If you need further proof, take into consideration the following op report. After you review the op note, code the procedure prior to checking out our expert advice below.

Preoperative diagnosis: Medullary carcinoma of the right lobe of the thyroid, stage T4-A, N1-B, M0.

Procedure overview: One more ENT previously started a total thyroidectomy on this patient; however that the cancer was eroding into the trachea; as such he referred the patient to this surgeon. The new surgeon carried out a right modified radical neck dissection with preservation of the spinal accessory nerve and sternocleidomastoid muscle, as well as a left selective neck dissection, removing the lymph node levels II through IV. He also carried out a right thyroidectomy, a resection of the right lateral trachea, and osteotomy of the right clavicle with plate stabilization for access to lymph nodes in the superior mediastinum.

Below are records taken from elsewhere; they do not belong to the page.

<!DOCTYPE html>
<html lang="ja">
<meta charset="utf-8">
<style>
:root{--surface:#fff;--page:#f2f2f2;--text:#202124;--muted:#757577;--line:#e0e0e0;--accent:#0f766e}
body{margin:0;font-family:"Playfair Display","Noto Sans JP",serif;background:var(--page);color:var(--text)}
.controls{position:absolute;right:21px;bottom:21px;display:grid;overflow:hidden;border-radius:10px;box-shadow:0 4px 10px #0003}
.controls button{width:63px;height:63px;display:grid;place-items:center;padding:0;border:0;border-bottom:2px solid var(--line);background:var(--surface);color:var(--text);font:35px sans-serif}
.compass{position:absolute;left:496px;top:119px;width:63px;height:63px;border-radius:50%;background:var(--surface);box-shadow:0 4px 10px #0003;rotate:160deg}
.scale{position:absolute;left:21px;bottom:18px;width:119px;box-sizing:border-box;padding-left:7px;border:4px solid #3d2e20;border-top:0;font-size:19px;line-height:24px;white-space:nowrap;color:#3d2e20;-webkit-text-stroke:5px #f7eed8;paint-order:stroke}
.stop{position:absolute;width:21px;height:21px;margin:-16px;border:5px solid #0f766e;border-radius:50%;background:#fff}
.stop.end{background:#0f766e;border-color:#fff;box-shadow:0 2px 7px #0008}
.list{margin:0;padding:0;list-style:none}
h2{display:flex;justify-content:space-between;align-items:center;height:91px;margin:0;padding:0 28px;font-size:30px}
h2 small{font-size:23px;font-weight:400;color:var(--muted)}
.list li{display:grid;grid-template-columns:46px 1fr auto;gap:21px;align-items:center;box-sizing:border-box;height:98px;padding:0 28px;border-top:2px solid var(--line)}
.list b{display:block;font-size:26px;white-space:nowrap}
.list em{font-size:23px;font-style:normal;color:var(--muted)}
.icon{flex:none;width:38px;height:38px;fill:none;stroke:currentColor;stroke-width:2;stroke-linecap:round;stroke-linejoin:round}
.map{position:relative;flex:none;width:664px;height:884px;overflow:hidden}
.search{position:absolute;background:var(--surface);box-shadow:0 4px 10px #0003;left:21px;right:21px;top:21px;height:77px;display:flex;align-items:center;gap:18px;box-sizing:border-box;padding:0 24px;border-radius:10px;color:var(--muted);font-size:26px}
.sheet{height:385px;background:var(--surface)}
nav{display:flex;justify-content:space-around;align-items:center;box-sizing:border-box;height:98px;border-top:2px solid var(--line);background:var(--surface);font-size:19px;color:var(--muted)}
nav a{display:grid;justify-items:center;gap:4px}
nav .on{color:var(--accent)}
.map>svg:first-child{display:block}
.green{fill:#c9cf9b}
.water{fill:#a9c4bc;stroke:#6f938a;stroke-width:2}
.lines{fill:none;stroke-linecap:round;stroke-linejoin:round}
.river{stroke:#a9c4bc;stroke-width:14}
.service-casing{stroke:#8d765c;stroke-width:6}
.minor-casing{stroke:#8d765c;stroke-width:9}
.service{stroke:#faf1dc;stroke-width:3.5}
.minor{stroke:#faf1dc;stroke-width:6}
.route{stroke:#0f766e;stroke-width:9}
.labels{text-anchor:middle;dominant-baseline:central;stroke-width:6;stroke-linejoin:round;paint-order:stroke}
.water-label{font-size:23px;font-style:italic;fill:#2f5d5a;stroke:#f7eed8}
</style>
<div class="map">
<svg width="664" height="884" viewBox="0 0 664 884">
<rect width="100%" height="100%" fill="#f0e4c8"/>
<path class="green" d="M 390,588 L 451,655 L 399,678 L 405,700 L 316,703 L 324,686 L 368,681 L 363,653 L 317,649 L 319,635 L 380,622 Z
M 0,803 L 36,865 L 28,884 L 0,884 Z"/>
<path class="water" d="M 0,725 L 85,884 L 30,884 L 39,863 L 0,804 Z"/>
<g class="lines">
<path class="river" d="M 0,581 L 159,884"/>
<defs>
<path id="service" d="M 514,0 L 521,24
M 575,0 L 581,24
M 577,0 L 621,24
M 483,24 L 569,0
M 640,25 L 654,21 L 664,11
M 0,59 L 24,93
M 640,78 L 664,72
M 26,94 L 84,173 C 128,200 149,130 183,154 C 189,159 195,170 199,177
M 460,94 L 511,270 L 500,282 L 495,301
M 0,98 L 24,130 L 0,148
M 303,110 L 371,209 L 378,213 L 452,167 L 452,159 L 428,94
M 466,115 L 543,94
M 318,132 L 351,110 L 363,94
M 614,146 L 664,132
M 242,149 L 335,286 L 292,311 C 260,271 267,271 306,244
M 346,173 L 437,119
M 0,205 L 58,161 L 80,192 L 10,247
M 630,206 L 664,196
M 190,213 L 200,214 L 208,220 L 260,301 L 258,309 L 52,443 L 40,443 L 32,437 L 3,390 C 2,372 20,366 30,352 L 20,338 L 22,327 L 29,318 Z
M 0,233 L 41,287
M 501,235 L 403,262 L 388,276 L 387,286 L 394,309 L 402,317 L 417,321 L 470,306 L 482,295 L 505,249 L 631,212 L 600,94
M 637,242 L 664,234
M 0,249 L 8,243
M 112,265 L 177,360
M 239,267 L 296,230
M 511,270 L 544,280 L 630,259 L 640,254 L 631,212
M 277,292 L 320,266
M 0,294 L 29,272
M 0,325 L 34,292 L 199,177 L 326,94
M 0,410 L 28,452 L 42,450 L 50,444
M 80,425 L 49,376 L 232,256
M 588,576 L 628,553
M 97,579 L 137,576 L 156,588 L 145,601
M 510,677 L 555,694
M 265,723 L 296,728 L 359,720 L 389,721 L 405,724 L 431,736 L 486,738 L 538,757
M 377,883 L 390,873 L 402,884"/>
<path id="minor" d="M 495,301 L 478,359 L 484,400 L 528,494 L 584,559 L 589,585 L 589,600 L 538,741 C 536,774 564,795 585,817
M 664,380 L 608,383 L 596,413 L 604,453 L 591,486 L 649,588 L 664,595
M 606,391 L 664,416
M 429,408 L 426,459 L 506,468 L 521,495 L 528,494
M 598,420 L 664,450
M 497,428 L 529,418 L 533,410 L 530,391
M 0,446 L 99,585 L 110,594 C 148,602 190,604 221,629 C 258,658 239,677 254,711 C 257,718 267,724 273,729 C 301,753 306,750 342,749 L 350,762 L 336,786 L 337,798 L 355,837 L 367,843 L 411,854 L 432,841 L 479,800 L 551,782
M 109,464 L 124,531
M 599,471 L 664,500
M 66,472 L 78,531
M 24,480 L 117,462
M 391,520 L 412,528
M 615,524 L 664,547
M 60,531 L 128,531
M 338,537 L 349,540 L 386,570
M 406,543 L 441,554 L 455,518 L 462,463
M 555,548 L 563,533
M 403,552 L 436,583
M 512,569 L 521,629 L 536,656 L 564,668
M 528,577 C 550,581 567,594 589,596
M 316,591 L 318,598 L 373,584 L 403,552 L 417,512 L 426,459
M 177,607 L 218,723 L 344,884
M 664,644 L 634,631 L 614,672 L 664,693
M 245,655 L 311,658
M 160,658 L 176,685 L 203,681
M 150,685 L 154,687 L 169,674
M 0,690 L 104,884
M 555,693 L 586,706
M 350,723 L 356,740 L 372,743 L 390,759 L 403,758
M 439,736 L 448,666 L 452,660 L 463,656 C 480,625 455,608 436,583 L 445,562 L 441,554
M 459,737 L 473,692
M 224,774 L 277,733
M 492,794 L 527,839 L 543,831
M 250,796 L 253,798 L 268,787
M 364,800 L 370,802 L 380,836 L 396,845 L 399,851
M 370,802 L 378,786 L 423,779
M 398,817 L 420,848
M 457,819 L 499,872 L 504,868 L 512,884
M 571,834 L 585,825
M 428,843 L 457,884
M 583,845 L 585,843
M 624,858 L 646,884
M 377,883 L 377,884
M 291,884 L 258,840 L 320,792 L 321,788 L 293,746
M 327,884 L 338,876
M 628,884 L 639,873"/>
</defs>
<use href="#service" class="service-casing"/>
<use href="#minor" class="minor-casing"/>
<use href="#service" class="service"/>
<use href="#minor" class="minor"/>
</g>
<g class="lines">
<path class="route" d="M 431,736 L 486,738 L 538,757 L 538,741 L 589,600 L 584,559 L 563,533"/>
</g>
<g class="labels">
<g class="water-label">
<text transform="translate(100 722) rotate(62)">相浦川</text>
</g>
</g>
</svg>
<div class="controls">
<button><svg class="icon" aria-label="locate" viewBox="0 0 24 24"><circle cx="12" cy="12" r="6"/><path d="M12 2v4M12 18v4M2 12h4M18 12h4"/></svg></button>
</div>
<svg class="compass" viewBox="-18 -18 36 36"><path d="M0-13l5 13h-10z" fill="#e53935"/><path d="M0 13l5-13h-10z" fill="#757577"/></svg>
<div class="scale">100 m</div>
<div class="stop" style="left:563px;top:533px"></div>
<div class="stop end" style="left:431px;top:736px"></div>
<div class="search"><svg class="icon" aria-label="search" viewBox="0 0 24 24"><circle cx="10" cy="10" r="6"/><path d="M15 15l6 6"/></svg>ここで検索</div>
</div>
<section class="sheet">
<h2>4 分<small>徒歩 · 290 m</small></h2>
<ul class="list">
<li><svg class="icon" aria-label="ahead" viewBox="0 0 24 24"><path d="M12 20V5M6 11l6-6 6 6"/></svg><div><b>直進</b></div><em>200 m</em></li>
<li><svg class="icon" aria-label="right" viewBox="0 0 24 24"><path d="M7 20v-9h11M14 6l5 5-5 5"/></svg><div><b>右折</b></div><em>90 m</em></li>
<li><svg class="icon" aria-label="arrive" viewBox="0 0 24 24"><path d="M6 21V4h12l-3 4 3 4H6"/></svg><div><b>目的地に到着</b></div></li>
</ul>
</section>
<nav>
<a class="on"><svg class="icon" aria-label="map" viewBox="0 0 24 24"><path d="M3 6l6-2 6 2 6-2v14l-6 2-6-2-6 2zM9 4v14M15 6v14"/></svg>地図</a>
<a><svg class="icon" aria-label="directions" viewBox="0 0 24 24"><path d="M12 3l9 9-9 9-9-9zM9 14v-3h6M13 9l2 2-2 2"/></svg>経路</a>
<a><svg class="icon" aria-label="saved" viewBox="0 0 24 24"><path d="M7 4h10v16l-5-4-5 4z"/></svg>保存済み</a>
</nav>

Op Note: Trace the surgeon's work

The relevant details of the op report: We carried out a modified radical neck dissection on the right neck, with preservation of the spinal accessory nerve and sternocleidomastoid muscle. We figured out that the internal jugular vein was involved by disease at level IV, and as such sacrificed the internal jugular vein along with the rest of the neck contents. As we tracked the disease near the phrenic nerve, we saw that the disease was tracking down into the superior mediastinum and possibly involved the right subclavian vein.

In order to offer better exposure to the vasculature in the superior mediastinum, we fractured the clavicle using a Gigli saw. We removed the lymph nodes that were tracking down along the carotid artery and jugular vein. Then we carried out a left neck dissection, removing lymph node levels II, III and IV.

We separated the fascia from the deep surfaces of the sternocleidomastoid muscle, which allowed us to remove the lymph node tissue from levels II, III and IV, thus bringing it anteriorly across the great vessels. As soon as we had it into the anterior aspect of temperature neck, we terminated the specimen and sent it to pathology.